STORED DATA:
▬▬▬

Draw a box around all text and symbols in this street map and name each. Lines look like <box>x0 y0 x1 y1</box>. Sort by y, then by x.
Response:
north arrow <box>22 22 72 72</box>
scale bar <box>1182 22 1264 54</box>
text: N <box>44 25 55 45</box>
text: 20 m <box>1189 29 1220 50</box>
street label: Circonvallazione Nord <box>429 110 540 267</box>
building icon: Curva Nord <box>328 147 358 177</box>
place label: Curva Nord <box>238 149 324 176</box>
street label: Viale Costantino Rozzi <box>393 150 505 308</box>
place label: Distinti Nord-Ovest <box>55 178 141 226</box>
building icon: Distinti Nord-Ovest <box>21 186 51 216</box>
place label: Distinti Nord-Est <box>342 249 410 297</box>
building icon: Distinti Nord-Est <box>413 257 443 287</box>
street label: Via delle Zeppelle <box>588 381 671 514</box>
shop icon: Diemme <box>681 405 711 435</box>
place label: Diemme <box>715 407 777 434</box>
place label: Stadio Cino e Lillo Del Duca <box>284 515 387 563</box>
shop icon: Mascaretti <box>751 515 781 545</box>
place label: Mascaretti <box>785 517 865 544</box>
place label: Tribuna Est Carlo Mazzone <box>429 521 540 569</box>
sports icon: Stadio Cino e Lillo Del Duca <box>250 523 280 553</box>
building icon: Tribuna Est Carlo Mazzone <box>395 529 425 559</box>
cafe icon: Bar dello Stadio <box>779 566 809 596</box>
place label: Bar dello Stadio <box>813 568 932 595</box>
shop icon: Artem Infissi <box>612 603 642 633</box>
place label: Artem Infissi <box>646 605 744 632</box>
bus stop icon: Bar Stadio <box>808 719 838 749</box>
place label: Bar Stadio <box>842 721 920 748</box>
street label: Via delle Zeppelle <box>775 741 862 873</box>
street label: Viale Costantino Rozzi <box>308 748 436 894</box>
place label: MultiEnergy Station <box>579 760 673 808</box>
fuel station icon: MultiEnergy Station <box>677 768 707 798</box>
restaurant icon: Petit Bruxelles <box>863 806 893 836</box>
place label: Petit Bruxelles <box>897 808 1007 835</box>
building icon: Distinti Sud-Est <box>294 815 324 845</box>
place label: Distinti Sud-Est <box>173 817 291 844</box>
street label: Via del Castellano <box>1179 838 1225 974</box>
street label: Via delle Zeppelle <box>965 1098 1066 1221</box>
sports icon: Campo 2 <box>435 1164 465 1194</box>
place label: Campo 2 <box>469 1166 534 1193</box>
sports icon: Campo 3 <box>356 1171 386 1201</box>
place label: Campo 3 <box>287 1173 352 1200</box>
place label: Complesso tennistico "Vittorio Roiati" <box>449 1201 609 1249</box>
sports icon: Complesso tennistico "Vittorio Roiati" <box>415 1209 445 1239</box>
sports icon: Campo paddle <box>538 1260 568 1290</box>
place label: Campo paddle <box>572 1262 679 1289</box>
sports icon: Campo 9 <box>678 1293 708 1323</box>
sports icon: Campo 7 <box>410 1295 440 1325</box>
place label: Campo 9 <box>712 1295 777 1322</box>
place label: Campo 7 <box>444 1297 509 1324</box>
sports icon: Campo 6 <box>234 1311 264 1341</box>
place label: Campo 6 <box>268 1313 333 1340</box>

▬▬▬

All of the entries should be written out again exactly.

Draw a box around all text and symbols in this street map and name each. Lines look like <box>x0 y0 x1 y1</box>. Sort by y, then by x.
Response:
north arrow <box>22 22 72 72</box>
scale bar <box>1182 22 1264 54</box>
text: N <box>44 25 55 45</box>
text: 20 m <box>1189 29 1220 50</box>
street label: Circonvallazione Nord <box>429 110 540 267</box>
building icon: Curva Nord <box>328 147 358 177</box>
place label: Curva Nord <box>238 149 324 176</box>
street label: Viale Costantino Rozzi <box>393 150 505 308</box>
place label: Distinti Nord-Ovest <box>55 178 141 226</box>
building icon: Distinti Nord-Ovest <box>21 186 51 216</box>
place label: Distinti Nord-Est <box>342 249 410 297</box>
building icon: Distinti Nord-Est <box>413 257 443 287</box>
street label: Via delle Zeppelle <box>588 381 671 514</box>
shop icon: Diemme <box>681 405 711 435</box>
place label: Diemme <box>715 407 777 434</box>
place label: Stadio Cino e Lillo Del Duca <box>284 515 387 563</box>
shop icon: Mascaretti <box>751 515 781 545</box>
place label: Mascaretti <box>785 517 865 544</box>
place label: Tribuna Est Carlo Mazzone <box>429 521 540 569</box>
sports icon: Stadio Cino e Lillo Del Duca <box>250 523 280 553</box>
building icon: Tribuna Est Carlo Mazzone <box>395 529 425 559</box>
cafe icon: Bar dello Stadio <box>779 566 809 596</box>
place label: Bar dello Stadio <box>813 568 932 595</box>
shop icon: Artem Infissi <box>612 603 642 633</box>
place label: Artem Infissi <box>646 605 744 632</box>
bus stop icon: Bar Stadio <box>808 719 838 749</box>
place label: Bar Stadio <box>842 721 920 748</box>
street label: Via delle Zeppelle <box>775 741 862 873</box>
street label: Viale Costantino Rozzi <box>308 748 436 894</box>
place label: MultiEnergy Station <box>579 760 673 808</box>
fuel station icon: MultiEnergy Station <box>677 768 707 798</box>
restaurant icon: Petit Bruxelles <box>863 806 893 836</box>
place label: Petit Bruxelles <box>897 808 1007 835</box>
building icon: Distinti Sud-Est <box>294 815 324 845</box>
place label: Distinti Sud-Est <box>173 817 291 844</box>
street label: Via del Castellano <box>1179 838 1225 974</box>
street label: Via delle Zeppelle <box>965 1098 1066 1221</box>
sports icon: Campo 2 <box>435 1164 465 1194</box>
place label: Campo 2 <box>469 1166 534 1193</box>
sports icon: Campo 3 <box>356 1171 386 1201</box>
place label: Campo 3 <box>287 1173 352 1200</box>
place label: Complesso tennistico "Vittorio Roiati" <box>449 1201 609 1249</box>
sports icon: Complesso tennistico "Vittorio Roiati" <box>415 1209 445 1239</box>
sports icon: Campo paddle <box>538 1260 568 1290</box>
place label: Campo paddle <box>572 1262 679 1289</box>
sports icon: Campo 9 <box>678 1293 708 1323</box>
sports icon: Campo 7 <box>410 1295 440 1325</box>
place label: Campo 9 <box>712 1295 777 1322</box>
place label: Campo 7 <box>444 1297 509 1324</box>
sports icon: Campo 6 <box>234 1311 264 1341</box>
place label: Campo 6 <box>268 1313 333 1340</box>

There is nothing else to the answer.